La decisión de descarbonizar nuestra economía en apenas unas décadas conlleva un cambio socioeconómico brusco, y como tal, lleva asociados movimientos vagos, errores, modas tontas que por falta de análisis acaban dañando al conjunto.

Muchas veces pura ecoimpostura, concepto que describe los modelos de negocio que aparentan ser más respetuosos con el medio ambiente de lo que en realidad son.

Un ejemplo claro son las bolsas de tela que florecieron en muchos hombros tras la campaña de demonización de las bolsas de plástico. El tejido no cae de las nubes: el algodón requiere terreno, fertilizantes, agua y otros recursos.

Hace falta usar una bolsa de algodón de nueva fabricación alrededor de 170 veces para igualar el efecto ambiental de producir una bolsa de plástico de un solo uso. Más veces todavía si tenemos en cuenta que estas últimas también se pueden reutilizar.

Otro ejemplo son los cilindros de colores vivos que se ven chupetear a la gente por las noches a modo de cigarrillo: los vapeadores desechables. En el camino de hacer del fumar un hábito más ecológico y menos dañino para la salud –algo que todos agradeceríamos– han sembrado las aceras de carcasas de plástico duro, baterías y depósitos de propilenglicol sin reciclabilidad alguna.
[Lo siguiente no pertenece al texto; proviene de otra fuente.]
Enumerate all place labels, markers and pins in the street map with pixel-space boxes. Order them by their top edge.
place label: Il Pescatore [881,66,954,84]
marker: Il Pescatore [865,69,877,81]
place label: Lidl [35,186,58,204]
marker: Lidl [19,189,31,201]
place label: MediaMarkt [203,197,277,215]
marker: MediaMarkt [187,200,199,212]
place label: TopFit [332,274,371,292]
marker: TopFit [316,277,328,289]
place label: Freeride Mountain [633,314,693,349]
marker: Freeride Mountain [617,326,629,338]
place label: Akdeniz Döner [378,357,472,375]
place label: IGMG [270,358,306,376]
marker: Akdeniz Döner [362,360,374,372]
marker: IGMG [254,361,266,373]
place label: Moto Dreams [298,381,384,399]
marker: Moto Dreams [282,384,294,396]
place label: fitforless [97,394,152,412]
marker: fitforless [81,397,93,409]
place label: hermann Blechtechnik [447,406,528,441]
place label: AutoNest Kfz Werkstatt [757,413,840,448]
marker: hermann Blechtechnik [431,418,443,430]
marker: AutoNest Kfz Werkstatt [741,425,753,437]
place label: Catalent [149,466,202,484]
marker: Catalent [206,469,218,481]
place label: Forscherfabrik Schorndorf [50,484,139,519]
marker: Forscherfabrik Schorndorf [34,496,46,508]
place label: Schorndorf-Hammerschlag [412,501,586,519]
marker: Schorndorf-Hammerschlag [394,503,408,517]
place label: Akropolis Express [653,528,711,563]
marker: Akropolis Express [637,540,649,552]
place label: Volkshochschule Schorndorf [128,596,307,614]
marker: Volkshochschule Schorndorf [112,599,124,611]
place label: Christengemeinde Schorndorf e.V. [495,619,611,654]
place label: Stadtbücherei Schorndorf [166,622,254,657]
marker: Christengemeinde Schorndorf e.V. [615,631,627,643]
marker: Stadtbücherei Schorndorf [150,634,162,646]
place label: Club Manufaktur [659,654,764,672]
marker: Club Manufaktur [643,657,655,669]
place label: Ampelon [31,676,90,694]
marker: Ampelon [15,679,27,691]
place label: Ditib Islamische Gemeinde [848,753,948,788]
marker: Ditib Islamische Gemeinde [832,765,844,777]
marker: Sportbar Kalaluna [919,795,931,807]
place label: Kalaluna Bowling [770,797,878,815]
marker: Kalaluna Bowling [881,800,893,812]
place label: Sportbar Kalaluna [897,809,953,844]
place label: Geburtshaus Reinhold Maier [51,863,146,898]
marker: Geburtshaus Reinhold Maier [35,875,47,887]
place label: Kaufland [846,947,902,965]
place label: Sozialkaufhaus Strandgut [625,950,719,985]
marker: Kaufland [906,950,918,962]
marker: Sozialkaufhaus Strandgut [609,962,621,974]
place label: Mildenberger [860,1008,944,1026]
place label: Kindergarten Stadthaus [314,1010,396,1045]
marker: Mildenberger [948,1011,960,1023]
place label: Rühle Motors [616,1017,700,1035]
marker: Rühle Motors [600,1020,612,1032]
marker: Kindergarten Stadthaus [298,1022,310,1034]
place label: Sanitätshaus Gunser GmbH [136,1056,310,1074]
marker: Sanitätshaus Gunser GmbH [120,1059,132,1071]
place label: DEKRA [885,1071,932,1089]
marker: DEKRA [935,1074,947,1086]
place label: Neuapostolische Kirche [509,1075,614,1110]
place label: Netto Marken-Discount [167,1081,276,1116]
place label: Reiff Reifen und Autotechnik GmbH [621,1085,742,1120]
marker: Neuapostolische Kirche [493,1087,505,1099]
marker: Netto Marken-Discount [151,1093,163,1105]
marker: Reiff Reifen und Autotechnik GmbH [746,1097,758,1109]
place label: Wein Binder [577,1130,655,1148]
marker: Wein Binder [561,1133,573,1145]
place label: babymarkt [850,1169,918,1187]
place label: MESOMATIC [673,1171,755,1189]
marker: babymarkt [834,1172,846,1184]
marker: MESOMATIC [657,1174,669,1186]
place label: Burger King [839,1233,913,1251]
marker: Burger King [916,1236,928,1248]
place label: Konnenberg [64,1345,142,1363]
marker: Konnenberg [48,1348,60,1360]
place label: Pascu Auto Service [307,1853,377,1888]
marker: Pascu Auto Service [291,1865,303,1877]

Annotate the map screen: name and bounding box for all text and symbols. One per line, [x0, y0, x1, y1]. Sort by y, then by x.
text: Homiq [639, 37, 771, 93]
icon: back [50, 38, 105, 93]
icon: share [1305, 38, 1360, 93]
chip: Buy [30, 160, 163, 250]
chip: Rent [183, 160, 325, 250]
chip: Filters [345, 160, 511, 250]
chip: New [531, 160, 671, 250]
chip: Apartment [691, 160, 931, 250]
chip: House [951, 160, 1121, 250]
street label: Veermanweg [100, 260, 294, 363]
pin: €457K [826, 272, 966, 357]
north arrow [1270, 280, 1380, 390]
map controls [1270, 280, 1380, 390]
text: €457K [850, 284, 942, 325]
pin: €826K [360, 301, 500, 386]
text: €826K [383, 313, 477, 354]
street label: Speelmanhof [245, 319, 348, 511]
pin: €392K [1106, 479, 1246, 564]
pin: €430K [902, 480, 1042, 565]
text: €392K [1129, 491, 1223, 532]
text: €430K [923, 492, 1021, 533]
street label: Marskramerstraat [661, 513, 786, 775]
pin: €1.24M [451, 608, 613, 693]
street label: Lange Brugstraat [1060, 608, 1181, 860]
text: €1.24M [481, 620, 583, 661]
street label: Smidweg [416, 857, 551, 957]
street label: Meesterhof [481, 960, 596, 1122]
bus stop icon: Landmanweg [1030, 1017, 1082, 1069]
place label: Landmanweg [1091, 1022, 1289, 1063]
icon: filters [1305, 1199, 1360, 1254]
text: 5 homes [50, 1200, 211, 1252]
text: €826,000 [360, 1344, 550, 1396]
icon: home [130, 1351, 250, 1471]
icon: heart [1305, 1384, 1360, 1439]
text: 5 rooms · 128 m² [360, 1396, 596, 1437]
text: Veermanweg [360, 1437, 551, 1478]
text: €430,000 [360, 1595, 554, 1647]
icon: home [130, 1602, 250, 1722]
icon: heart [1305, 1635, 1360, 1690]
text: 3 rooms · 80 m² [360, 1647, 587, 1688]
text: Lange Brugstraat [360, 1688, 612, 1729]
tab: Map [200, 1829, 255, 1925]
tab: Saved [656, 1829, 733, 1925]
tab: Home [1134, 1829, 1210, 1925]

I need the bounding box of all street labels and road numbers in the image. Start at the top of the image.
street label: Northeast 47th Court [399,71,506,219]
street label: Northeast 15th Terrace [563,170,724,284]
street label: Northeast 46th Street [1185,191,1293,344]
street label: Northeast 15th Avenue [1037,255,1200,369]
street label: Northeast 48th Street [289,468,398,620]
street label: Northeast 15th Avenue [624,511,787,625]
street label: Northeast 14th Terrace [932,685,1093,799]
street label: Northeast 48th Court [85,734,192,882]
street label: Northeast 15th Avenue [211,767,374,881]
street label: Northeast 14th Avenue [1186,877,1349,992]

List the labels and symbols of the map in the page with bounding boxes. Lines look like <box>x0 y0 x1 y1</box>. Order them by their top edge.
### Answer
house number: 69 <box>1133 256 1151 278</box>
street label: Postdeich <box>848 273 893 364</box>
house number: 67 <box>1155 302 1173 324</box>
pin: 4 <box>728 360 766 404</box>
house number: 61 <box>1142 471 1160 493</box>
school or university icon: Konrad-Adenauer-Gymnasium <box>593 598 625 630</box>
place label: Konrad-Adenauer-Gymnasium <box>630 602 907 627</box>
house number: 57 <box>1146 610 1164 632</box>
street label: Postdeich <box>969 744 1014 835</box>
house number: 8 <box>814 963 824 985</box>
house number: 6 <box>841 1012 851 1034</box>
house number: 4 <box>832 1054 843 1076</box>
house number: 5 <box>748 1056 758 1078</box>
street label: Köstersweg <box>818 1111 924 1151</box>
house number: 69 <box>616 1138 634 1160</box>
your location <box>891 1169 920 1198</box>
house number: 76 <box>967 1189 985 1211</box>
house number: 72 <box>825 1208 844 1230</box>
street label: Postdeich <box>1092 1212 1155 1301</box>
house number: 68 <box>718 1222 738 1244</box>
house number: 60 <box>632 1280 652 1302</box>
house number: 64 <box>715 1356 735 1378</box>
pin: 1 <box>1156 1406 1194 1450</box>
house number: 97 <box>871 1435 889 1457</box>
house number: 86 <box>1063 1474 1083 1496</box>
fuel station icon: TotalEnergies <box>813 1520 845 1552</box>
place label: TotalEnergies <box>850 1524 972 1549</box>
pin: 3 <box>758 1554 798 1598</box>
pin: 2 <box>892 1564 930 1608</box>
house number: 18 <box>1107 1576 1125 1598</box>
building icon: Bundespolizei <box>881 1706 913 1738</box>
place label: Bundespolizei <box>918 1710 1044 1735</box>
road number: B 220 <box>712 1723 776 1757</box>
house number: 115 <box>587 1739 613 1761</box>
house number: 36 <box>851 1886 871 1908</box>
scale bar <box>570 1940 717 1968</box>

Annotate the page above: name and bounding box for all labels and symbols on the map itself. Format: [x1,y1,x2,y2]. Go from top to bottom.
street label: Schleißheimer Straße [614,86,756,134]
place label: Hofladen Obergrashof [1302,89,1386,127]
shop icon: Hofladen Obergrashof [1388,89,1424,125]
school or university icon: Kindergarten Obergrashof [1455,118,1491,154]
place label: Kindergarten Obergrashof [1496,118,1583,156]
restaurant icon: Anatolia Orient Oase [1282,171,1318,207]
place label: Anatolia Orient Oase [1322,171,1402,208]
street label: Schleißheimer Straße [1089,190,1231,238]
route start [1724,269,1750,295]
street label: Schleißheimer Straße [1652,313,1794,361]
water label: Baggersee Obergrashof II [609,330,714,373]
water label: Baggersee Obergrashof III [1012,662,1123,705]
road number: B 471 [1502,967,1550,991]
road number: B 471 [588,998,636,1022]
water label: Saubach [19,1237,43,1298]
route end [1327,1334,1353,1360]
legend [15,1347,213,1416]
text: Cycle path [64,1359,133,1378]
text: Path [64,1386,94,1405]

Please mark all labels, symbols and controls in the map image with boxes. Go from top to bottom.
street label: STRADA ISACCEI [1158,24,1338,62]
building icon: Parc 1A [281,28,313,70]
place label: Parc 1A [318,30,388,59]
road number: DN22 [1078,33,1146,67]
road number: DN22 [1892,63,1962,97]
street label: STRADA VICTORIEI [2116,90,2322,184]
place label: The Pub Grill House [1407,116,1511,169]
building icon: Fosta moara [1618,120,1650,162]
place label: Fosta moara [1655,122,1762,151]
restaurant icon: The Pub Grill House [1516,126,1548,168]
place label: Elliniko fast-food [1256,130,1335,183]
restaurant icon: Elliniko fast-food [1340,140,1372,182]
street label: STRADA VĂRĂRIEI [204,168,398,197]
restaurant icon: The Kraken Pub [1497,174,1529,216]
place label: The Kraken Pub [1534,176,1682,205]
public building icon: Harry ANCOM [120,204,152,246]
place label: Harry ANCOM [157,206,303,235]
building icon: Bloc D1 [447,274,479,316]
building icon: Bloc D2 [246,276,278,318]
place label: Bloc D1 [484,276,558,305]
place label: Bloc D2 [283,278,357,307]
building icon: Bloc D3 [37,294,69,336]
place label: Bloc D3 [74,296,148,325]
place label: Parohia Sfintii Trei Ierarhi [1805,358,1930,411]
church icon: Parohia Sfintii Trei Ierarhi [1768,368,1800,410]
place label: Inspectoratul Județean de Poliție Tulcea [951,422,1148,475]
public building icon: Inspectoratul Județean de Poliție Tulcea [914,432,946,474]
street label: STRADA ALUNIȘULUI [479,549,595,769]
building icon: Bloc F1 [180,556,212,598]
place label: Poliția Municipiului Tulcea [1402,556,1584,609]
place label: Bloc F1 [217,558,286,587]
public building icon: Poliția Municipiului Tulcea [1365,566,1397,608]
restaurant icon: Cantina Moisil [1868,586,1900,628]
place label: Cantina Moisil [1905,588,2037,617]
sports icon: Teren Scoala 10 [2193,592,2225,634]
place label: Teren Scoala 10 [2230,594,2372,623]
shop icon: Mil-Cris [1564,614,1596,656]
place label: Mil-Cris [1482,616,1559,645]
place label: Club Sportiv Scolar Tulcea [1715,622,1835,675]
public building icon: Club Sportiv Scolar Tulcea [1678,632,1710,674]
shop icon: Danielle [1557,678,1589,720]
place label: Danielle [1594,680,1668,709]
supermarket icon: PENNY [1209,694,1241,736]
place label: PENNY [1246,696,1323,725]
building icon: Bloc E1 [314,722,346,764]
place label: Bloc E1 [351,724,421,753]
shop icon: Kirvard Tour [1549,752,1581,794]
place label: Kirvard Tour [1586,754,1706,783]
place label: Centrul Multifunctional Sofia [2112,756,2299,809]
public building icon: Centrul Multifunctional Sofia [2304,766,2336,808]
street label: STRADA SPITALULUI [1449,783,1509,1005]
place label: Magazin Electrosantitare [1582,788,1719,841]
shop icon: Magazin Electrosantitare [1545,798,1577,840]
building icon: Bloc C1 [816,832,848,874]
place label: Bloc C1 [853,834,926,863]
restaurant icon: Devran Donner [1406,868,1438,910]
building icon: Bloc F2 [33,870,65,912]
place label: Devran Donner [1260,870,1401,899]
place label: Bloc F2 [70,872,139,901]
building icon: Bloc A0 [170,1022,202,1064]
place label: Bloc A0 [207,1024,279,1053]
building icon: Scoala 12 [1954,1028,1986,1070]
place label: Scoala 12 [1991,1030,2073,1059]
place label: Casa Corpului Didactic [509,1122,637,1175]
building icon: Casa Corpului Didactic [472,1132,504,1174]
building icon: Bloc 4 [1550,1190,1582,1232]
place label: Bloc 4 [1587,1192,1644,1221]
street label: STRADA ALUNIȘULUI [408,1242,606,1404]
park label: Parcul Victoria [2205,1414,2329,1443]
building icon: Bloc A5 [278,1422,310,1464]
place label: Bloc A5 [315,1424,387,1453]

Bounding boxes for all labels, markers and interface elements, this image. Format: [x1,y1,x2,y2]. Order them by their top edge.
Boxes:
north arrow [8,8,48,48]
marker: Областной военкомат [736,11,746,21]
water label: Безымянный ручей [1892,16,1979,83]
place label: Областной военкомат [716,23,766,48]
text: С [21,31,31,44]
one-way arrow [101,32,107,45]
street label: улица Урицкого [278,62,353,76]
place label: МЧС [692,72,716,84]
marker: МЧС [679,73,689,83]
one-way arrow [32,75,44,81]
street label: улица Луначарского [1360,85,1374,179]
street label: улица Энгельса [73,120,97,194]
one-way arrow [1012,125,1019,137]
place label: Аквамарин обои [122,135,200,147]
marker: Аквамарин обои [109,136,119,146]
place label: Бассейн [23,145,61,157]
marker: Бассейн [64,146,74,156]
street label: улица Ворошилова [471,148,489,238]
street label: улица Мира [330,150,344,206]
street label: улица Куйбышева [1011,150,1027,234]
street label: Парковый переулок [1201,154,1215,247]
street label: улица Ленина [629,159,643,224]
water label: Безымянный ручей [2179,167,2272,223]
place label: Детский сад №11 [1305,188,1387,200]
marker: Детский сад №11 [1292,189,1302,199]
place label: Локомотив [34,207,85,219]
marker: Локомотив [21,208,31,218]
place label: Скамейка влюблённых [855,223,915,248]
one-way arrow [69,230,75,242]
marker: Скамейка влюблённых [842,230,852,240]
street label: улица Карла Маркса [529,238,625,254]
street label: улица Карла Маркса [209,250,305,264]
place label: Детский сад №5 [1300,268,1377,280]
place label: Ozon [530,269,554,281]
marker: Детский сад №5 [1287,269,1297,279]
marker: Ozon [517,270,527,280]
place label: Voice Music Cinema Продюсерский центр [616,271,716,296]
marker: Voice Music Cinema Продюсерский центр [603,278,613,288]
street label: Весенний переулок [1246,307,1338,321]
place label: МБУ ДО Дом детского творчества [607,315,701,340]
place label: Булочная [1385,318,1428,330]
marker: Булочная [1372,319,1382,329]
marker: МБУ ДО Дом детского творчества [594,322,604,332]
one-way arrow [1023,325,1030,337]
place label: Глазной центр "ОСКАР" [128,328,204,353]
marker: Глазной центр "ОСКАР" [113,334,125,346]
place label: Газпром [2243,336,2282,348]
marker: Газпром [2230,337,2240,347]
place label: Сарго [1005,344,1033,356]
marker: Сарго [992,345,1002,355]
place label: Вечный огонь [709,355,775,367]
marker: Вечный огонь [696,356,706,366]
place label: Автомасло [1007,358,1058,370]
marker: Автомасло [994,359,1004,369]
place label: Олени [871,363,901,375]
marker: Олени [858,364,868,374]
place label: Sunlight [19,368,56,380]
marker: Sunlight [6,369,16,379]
Los anteriores no son más que dos escenarios del día a día que representan lo que ocurre a gran escala con políticas sinsentido e inversiones milmillonarias a pozos sin fondo. Debemos hacer un esfuerzo en comprender las implicaciones ecológicas reales de cada sustituto que aparece en el mercado, y no abrazarlos sin ton ni son con el riesgo de agravar aún más el problema. Parafraseando nuestro refranero: descarbonízame despacio, que tengo prisa.